FlashLFQ is an open-source tool for label-free quantification. For mokapot to save results in a compatible format, a few extra columns are required to be present, which specify the MS data file name, the theoretical peptide monoisotopic mass, the retention time, and the charge for each PSM. If these are not present, saving to the FlashLFQ format is disabled.
Note that protein grouping in the FlashLFQ results will be more accurate if proteins were added for analysis with mokapot.
- Parameters:
- out_filestr, optional
The output file to write.
- Returns:
- str
The path to the saved file.
- property levels
The available levels for confidence estimates.
- plot_qvalues(level='psms', threshold=0.1, ax=None, **kwargs)
Plot the cumulative number of discoveries over range of q-values.
The available levels can be found using
levels()
attribute.- Parameters:
- levelstr, optional
The level of q-values to report.
- thresholdfloat, optional
Indicates the maximum q-value to plot.
- axmatplotlib.pyplot.Axes, optional
The matplotlib Axes on which to plot. If None the current Axes instance is used.
- **kwargsdict, optional
Arguments passed to
matplotlib.pyplot.plot()
.
- Returns:
- matplotlib.pyplot.Axes
An
matplotlib.axes.Axes
with the cumulative number of accepted target PSMs or peptides.
- to_txt(dest_dir=None, file_root=None, sep='\t', decoys=False)
Save confidence estimates to delimited text files.
- Parameters:
- dest_dirstr or None, optional
The directory in which to save the files. None will use the current working directory.
- file_rootstr or None, optional
An optional prefix for the confidence estimate files. The suffix will always be “mokapot.{level}.txt”, where “{level}” indicates the level at which confidence estimation was performed (i.e. PSMs, peptides, proteins).
- sepstr, optional
The delimiter to use.
- decoysbool, optional
Save decoys confidence estimates as well?
- Returns:
- list of str
The paths to the saved files.
- mokapot.confidence.plot_qvalues(qvalues, threshold=0.1, ax=None, **kwargs)[source]

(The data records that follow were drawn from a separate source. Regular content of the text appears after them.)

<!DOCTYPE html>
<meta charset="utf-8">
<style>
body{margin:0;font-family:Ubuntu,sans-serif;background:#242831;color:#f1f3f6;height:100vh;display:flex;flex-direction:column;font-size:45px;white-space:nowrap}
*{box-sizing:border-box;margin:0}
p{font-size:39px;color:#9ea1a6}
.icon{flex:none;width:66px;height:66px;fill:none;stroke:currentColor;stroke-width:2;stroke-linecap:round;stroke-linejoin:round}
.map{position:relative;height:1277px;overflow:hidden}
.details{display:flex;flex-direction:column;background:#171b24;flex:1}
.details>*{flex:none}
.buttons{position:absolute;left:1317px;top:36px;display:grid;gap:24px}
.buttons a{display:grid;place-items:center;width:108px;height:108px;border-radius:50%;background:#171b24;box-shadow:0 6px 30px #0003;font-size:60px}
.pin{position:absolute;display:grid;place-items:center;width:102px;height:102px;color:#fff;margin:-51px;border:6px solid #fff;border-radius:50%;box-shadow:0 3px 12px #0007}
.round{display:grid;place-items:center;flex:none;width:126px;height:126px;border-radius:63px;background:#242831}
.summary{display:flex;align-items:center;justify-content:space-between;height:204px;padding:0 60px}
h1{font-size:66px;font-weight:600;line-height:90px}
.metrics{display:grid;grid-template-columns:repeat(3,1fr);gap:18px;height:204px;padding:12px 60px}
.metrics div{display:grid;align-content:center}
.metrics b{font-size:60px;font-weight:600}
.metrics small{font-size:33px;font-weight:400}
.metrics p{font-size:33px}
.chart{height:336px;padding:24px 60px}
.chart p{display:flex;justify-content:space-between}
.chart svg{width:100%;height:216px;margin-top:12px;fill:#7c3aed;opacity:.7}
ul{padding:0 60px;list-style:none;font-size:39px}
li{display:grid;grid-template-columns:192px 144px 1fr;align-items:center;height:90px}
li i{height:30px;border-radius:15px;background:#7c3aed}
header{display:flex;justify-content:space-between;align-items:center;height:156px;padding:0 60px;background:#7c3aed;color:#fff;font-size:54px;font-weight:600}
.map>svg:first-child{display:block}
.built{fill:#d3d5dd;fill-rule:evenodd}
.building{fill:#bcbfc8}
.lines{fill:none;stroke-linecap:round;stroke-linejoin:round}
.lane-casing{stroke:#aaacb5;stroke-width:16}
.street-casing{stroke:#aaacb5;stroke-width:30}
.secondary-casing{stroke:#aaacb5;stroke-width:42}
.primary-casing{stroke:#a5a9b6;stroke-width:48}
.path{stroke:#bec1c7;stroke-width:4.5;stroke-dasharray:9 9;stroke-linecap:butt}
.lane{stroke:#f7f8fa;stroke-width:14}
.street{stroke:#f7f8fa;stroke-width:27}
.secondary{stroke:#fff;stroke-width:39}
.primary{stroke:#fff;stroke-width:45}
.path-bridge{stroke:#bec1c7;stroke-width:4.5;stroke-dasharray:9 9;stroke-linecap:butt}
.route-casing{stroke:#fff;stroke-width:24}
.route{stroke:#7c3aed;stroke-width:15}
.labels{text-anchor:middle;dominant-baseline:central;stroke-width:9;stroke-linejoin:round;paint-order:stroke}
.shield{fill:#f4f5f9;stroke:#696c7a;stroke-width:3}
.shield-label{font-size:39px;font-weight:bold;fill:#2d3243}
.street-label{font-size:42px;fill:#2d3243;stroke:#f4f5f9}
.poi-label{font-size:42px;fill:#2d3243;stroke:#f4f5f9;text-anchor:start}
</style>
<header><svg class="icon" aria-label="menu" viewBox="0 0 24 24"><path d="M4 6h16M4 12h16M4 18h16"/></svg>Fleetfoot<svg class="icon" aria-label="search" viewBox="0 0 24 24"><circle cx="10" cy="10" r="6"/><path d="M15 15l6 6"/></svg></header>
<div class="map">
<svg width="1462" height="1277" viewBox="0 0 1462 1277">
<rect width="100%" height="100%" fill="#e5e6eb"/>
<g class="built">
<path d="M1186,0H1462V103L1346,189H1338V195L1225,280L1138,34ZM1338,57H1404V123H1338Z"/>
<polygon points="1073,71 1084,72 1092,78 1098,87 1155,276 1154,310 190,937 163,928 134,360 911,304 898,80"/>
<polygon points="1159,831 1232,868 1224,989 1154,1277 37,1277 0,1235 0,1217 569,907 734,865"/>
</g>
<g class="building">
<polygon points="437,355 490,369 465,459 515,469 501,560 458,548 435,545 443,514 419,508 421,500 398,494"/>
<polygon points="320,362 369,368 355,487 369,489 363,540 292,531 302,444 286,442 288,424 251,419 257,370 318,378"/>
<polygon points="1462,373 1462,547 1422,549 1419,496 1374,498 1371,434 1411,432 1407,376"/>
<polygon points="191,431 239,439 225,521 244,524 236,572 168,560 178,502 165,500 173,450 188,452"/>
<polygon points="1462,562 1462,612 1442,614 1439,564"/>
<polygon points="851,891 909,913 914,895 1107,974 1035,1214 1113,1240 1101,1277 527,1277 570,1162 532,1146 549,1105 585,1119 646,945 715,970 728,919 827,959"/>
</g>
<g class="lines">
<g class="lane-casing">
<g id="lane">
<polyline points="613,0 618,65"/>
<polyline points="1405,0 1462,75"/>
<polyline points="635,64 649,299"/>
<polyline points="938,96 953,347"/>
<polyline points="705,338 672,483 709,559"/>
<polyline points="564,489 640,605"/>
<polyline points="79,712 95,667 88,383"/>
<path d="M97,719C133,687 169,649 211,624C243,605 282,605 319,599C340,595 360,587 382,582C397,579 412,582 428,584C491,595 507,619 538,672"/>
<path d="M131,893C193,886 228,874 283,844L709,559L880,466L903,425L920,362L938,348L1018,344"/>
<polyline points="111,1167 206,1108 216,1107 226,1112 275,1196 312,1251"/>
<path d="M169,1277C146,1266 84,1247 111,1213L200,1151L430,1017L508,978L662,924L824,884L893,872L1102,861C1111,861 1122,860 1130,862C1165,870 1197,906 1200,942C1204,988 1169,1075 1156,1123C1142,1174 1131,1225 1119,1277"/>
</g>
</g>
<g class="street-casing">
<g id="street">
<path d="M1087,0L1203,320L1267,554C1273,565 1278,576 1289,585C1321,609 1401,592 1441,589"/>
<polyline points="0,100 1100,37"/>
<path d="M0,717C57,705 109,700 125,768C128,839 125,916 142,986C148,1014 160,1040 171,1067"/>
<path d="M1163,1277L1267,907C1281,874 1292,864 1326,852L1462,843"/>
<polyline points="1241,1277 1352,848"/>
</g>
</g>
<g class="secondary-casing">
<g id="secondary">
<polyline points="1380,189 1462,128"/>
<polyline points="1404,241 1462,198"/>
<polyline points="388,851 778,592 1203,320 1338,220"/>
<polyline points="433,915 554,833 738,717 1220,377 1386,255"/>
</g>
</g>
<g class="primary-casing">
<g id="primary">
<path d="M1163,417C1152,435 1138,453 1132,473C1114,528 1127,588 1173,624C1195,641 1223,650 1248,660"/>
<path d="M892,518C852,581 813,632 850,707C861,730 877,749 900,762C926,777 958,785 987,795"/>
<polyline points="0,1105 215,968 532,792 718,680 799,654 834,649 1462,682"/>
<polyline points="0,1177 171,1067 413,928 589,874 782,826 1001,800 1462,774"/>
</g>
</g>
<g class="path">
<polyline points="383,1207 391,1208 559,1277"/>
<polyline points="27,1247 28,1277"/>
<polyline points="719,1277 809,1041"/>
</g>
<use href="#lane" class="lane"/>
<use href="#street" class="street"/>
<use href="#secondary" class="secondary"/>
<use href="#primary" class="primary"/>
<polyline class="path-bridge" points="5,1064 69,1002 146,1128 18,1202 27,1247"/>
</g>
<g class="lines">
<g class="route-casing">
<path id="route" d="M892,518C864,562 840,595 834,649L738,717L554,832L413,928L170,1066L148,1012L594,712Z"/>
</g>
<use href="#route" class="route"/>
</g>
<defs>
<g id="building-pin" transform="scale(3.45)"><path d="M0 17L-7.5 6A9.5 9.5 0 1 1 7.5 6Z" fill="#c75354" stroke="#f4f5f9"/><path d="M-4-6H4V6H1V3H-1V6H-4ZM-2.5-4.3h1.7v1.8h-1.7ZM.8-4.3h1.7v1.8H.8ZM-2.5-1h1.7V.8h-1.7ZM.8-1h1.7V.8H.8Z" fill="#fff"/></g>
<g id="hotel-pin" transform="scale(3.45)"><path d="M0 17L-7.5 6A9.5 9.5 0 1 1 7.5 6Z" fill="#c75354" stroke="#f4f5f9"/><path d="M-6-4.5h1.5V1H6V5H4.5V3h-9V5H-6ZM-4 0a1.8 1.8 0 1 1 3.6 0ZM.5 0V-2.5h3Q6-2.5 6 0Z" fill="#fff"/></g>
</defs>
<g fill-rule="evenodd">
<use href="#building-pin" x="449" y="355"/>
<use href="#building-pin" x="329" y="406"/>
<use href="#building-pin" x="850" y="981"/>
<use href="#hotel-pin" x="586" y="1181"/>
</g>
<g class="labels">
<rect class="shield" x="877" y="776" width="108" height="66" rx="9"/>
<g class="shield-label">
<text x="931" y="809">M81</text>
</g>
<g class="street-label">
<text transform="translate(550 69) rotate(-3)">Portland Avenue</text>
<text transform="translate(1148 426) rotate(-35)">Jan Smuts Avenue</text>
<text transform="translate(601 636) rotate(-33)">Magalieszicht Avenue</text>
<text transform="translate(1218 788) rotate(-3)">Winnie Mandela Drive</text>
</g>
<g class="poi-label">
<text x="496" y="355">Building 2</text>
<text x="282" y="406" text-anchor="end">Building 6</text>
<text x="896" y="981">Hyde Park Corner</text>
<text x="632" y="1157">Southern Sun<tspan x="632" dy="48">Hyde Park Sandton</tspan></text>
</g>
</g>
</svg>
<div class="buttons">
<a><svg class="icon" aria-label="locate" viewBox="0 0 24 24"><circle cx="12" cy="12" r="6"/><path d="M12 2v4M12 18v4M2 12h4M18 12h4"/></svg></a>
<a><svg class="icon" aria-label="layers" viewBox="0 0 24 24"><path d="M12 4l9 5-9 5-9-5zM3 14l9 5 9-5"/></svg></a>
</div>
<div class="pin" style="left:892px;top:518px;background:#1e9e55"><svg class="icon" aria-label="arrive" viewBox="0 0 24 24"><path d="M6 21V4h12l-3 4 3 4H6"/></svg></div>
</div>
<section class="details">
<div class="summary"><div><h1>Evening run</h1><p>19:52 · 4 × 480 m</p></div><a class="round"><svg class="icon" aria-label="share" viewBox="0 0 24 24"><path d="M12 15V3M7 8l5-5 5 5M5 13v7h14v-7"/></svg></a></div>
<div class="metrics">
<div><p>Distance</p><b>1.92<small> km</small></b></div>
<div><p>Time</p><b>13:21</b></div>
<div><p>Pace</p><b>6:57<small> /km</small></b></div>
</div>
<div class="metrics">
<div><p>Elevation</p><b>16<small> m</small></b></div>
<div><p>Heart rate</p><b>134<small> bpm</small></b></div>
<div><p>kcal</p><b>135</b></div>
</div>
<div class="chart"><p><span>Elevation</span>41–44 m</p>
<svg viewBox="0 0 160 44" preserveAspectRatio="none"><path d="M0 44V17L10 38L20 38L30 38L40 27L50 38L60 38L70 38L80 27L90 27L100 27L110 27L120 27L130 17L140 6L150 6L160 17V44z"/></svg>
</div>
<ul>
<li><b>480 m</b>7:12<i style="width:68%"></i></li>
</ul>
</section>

Plot the cumulative number of discoveries over range of q-values.
- Parameters:
- qvaluesnumpy.ndarray
The q-values to plot.
- thresholdfloat, optional
Indicates the maximum q-value to plot.
- axmatplotlib.pyplot.Axes, optional
The matplotlib Axes on which to plot. If None the current Axes instance is used.
- **kwargsdict, optional
Arguments passed to
matplotlib.axes.Axes.plot()
.
- Returns:
- matplotlib.pyplot.Axes
An
matplotlib.axes.Axes
with the cumulative number of accepted target PSMs or peptides.